▸ **Exercise details**
Return the lines below that contain the word "list".

Dataset entries:
........

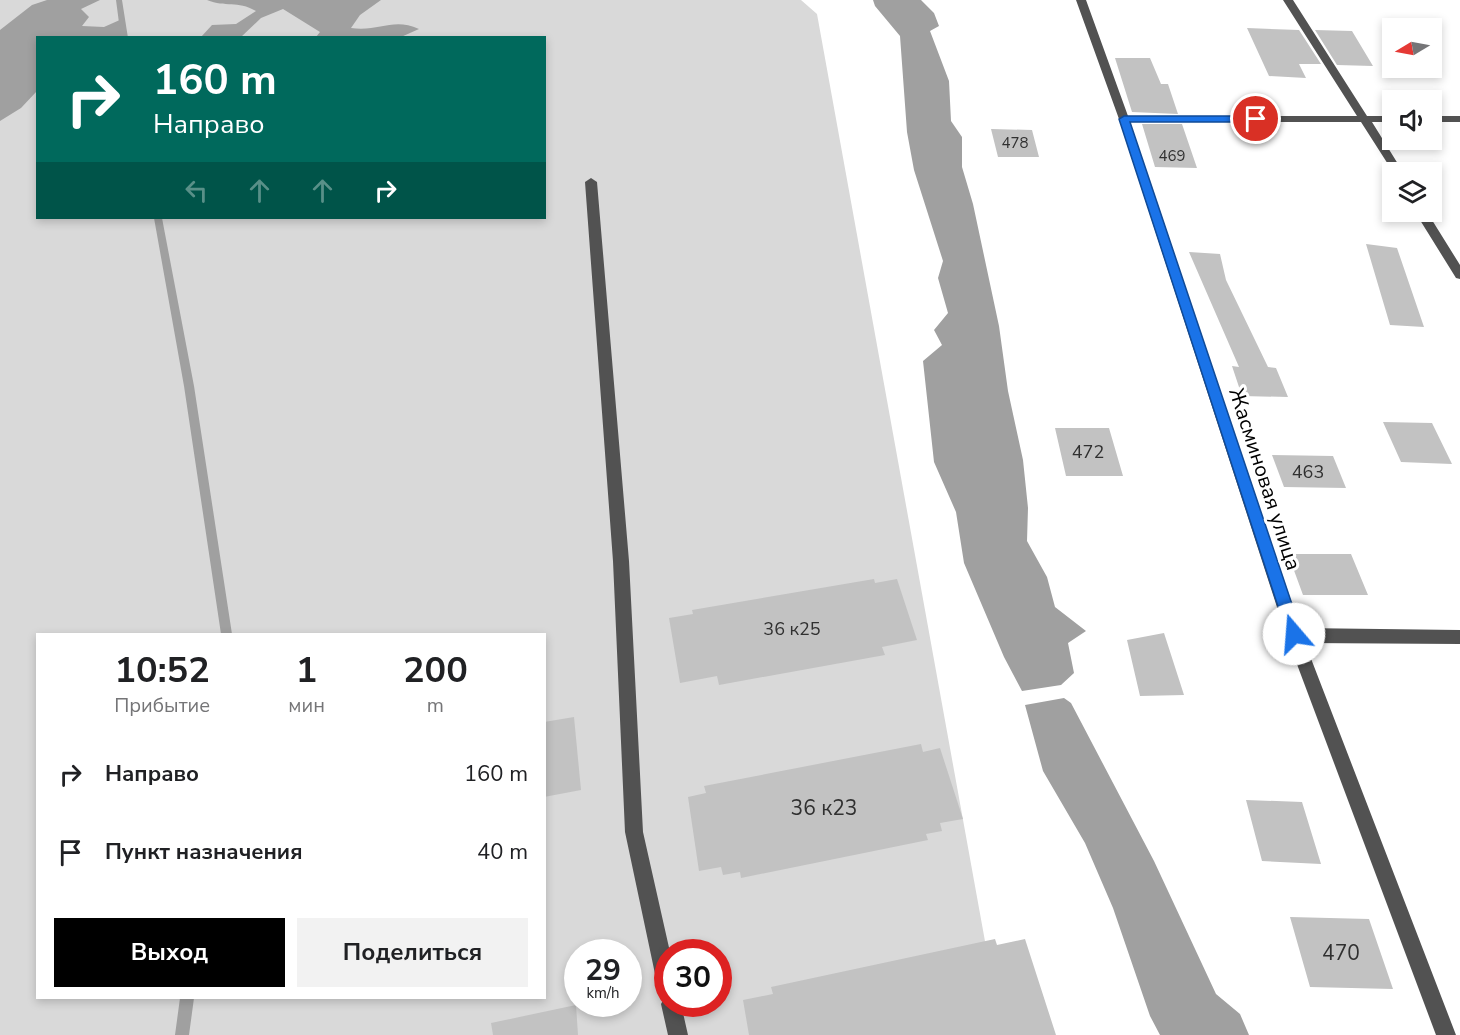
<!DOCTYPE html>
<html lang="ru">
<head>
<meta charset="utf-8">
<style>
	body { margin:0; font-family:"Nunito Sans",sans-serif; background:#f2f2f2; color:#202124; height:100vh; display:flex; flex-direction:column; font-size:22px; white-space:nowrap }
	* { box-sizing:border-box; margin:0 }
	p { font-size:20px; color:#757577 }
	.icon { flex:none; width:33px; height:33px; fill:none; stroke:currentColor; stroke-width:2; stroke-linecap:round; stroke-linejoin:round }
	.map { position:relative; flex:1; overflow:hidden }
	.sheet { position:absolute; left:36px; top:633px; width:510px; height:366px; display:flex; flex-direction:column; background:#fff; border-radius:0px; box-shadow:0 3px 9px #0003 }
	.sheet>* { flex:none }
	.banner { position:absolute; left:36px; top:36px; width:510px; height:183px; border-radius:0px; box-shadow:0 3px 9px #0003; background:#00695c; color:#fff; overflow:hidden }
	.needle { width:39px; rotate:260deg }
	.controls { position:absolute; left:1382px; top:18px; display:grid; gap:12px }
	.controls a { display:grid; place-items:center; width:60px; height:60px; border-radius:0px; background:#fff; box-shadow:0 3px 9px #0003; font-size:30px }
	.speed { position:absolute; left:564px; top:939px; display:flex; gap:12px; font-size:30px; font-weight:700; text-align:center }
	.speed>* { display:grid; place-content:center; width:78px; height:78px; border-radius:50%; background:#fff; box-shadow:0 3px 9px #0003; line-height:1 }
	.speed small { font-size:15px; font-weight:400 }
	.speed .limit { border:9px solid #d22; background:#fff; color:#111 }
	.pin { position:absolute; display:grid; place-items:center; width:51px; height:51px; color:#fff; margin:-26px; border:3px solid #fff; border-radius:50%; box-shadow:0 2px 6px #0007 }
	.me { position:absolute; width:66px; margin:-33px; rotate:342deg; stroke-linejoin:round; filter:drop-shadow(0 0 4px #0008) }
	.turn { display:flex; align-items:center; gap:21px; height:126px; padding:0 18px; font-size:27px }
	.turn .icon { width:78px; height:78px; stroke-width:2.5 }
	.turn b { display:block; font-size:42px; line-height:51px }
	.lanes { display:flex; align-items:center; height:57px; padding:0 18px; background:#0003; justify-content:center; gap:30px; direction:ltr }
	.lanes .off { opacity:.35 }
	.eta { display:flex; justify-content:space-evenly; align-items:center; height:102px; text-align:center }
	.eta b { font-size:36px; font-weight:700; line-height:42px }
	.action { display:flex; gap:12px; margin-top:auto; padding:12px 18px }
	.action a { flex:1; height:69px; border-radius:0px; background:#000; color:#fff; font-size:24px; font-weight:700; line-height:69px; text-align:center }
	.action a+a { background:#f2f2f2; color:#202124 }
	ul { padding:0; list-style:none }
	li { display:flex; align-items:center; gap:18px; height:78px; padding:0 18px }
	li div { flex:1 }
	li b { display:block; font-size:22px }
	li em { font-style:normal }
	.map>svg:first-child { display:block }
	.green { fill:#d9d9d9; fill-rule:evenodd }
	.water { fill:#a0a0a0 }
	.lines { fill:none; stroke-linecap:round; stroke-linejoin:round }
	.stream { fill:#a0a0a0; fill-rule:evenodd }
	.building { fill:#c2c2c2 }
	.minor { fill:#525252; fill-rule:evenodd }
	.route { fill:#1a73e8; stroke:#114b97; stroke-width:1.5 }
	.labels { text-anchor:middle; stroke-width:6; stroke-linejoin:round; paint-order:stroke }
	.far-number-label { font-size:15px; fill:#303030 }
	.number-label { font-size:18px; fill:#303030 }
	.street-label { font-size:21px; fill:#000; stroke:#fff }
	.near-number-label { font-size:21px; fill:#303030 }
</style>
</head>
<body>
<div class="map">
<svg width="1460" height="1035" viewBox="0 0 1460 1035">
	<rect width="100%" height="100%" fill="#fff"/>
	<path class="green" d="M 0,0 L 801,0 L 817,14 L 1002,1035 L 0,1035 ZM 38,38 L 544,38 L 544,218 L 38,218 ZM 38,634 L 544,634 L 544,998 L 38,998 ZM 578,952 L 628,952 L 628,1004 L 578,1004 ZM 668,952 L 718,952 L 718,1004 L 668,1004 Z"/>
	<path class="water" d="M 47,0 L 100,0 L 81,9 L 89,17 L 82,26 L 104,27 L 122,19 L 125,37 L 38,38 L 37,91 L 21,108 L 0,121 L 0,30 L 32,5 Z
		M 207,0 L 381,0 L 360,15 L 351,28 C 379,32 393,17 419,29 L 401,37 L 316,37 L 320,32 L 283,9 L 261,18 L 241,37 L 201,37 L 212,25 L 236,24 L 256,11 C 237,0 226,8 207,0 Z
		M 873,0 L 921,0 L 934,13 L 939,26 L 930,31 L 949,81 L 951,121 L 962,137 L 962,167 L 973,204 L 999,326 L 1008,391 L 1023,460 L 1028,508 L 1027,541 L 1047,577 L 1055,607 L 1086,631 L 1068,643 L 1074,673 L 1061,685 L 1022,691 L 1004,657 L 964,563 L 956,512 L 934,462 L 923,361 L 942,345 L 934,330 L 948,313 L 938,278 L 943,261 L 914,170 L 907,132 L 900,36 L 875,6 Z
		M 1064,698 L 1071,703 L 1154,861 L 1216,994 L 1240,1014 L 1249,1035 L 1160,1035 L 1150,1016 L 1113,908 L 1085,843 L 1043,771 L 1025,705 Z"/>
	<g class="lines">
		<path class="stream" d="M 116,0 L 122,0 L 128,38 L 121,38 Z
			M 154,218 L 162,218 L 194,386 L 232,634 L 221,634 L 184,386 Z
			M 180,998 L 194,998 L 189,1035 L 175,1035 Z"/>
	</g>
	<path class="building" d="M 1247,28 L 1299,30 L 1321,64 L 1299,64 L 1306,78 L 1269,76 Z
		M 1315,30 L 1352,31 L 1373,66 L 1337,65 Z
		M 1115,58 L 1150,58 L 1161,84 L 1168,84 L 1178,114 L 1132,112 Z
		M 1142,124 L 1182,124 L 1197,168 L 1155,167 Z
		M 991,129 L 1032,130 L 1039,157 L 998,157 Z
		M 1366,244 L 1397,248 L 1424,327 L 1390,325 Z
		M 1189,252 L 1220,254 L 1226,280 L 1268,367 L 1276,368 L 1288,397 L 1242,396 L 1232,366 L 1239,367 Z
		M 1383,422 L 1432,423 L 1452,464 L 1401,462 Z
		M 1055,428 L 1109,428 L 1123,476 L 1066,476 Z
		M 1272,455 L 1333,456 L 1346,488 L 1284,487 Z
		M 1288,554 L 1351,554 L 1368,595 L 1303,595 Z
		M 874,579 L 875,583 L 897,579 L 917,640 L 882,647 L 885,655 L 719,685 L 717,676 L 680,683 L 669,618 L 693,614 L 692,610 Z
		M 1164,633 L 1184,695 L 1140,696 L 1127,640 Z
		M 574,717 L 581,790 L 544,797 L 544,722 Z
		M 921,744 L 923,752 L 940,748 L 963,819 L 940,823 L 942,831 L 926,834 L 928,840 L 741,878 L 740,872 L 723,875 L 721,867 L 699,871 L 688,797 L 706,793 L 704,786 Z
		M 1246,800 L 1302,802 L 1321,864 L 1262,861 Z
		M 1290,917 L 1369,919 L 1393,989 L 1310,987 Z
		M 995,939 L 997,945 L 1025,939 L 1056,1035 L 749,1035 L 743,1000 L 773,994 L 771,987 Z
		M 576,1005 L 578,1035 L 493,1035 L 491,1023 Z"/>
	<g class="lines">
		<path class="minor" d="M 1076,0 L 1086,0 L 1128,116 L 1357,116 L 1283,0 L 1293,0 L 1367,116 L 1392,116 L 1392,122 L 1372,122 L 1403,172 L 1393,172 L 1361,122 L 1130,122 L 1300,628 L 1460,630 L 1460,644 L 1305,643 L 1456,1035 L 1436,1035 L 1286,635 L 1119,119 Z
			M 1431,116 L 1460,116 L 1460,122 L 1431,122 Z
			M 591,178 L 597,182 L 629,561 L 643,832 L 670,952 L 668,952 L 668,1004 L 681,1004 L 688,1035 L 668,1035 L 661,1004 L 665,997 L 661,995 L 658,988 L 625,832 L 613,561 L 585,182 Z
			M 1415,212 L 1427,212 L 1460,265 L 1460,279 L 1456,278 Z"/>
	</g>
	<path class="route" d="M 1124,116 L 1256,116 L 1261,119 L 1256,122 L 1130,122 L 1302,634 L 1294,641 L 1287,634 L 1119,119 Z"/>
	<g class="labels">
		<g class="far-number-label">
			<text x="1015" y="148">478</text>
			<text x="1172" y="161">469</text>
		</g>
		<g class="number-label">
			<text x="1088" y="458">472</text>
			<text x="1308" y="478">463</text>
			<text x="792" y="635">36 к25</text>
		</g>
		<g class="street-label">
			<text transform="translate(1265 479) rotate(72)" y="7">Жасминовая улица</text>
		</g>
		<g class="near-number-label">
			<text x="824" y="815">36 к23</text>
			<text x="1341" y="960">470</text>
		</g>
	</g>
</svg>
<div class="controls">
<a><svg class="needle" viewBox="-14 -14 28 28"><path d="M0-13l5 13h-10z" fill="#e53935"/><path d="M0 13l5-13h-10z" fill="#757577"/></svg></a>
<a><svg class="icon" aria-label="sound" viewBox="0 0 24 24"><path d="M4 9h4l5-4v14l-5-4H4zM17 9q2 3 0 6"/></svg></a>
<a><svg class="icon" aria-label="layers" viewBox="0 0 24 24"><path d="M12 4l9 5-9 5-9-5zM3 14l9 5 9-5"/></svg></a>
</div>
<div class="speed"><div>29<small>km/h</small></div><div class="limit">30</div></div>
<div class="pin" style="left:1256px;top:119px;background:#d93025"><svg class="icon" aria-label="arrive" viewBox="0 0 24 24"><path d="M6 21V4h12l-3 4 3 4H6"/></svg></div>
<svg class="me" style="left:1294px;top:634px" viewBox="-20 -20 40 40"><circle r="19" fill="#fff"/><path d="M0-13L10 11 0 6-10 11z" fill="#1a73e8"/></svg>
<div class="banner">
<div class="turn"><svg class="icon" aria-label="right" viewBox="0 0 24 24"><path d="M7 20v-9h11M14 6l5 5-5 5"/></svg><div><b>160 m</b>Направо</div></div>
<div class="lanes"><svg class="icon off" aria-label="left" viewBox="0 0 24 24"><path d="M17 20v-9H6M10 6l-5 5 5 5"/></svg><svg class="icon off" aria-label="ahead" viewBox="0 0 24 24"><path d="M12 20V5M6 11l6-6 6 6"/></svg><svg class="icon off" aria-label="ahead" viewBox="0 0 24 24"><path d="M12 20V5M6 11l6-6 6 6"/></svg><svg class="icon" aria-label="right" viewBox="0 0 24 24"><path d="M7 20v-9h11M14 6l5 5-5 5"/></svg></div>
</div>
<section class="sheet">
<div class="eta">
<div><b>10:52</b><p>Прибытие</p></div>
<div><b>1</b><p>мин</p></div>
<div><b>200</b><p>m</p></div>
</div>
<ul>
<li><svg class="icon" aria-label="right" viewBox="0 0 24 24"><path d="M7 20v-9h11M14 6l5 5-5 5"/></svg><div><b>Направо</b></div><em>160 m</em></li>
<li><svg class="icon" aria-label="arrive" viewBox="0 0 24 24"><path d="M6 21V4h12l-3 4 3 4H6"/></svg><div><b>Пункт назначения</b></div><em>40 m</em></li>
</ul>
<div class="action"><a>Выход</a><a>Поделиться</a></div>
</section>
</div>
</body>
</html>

........

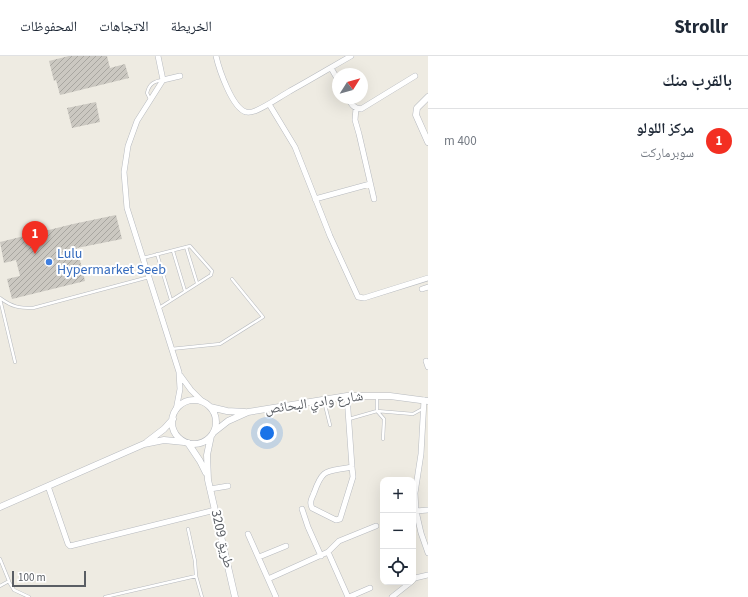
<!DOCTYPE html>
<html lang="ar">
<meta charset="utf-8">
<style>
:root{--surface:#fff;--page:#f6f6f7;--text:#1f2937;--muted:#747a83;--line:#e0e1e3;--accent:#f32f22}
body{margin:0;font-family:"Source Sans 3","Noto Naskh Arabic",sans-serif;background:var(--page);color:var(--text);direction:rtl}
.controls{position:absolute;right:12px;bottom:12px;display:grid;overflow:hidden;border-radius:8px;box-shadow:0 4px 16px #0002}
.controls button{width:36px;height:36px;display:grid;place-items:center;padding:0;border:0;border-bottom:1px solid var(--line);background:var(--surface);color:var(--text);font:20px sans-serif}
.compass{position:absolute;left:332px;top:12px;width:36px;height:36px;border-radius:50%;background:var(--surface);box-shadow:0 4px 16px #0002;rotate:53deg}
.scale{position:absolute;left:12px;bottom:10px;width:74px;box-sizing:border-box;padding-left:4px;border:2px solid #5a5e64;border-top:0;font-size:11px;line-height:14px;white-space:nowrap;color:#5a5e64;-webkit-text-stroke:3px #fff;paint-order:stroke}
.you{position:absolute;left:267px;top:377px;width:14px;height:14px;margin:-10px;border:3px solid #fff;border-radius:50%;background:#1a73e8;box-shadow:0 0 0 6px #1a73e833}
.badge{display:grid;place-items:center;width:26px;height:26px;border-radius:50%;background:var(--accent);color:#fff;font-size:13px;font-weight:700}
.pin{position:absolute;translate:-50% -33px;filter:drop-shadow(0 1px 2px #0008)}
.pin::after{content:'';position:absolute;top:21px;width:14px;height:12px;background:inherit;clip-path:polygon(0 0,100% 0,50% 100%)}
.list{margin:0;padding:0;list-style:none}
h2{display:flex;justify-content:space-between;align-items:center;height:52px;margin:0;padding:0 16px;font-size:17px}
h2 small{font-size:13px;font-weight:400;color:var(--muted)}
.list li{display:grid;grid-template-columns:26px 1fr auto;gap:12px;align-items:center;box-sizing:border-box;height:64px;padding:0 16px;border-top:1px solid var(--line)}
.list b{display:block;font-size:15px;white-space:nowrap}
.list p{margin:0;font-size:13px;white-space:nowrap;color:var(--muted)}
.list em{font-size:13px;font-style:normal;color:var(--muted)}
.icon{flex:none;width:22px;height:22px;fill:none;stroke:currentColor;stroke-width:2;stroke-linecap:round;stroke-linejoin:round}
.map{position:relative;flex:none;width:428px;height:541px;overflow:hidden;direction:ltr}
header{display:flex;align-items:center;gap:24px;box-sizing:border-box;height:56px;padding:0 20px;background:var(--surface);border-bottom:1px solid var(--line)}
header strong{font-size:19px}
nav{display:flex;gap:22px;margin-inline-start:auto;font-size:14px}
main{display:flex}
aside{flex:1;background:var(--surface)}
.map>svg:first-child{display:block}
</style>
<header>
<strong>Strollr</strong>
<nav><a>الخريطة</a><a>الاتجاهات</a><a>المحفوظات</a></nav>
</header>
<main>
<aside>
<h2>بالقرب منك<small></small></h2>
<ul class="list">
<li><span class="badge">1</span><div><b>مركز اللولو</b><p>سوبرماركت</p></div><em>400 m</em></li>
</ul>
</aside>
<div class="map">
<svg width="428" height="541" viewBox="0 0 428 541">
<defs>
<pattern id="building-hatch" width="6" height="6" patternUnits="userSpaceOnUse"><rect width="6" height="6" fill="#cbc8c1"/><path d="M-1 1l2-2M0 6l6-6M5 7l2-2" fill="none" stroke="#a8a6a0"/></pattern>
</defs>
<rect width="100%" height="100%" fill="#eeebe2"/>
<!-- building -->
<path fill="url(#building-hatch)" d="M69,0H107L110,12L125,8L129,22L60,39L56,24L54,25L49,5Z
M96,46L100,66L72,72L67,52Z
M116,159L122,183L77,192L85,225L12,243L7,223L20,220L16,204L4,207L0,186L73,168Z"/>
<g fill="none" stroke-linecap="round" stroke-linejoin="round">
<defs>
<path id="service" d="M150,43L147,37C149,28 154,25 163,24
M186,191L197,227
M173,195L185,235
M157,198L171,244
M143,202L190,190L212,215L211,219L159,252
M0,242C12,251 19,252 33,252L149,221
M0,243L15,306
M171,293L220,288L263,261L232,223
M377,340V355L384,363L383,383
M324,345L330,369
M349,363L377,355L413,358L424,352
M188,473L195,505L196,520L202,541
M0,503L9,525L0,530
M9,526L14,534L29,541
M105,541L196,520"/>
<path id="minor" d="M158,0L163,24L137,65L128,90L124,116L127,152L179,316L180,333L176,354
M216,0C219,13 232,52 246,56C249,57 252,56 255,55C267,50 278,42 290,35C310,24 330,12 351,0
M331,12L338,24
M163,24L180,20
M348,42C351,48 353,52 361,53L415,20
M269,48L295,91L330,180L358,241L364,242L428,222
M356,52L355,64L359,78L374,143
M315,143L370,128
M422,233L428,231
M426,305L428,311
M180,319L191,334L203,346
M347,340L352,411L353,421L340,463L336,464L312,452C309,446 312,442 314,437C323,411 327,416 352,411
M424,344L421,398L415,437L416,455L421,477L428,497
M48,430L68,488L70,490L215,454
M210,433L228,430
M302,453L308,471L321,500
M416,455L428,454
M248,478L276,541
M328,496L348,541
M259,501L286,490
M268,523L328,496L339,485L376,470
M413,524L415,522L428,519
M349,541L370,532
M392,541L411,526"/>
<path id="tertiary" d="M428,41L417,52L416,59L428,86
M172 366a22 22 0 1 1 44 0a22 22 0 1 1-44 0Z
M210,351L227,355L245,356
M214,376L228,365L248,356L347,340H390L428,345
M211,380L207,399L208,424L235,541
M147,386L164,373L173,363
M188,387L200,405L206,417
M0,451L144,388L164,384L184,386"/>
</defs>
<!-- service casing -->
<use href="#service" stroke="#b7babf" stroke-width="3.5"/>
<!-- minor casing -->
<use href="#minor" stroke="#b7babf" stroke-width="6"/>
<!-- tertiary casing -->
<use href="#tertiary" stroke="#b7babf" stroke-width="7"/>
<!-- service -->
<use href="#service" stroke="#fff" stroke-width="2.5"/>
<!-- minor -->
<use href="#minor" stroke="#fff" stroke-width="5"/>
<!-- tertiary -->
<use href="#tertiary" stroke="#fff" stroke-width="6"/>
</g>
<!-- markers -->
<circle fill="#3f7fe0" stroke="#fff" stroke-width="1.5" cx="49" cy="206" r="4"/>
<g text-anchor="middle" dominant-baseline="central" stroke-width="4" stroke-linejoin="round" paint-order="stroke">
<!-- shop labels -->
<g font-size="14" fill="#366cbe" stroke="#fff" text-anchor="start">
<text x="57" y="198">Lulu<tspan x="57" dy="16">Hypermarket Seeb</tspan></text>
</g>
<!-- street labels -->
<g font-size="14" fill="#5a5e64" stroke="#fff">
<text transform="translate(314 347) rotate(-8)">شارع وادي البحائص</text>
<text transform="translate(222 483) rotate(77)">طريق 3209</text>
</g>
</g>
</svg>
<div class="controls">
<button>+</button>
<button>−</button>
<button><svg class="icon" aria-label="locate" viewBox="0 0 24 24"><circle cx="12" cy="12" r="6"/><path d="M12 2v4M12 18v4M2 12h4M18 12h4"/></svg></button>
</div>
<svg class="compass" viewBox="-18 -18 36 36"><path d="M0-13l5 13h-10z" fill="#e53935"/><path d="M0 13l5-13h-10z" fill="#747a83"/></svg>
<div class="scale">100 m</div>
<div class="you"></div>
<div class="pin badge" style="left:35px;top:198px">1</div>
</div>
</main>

........

▸ **Answer to this problem**
	ul { padding:0; list-style:none }
.list{margin:0;padding:0;list-style:none}
.list li{display:grid;grid-template-columns:26px 1fr auto;gap:12px;align-items:center;box-sizing:border-box;height:64px;padding:0 16px;border-top:1px solid var(--line)}
.list b{display:block;font-size:15px;white-space:nowrap}
.list p{margin:0;font-size:13px;white-space:nowrap;color:var(--muted)}
.list em{font-size:13px;font-style:normal;color:var(--muted)}
<ul class="list">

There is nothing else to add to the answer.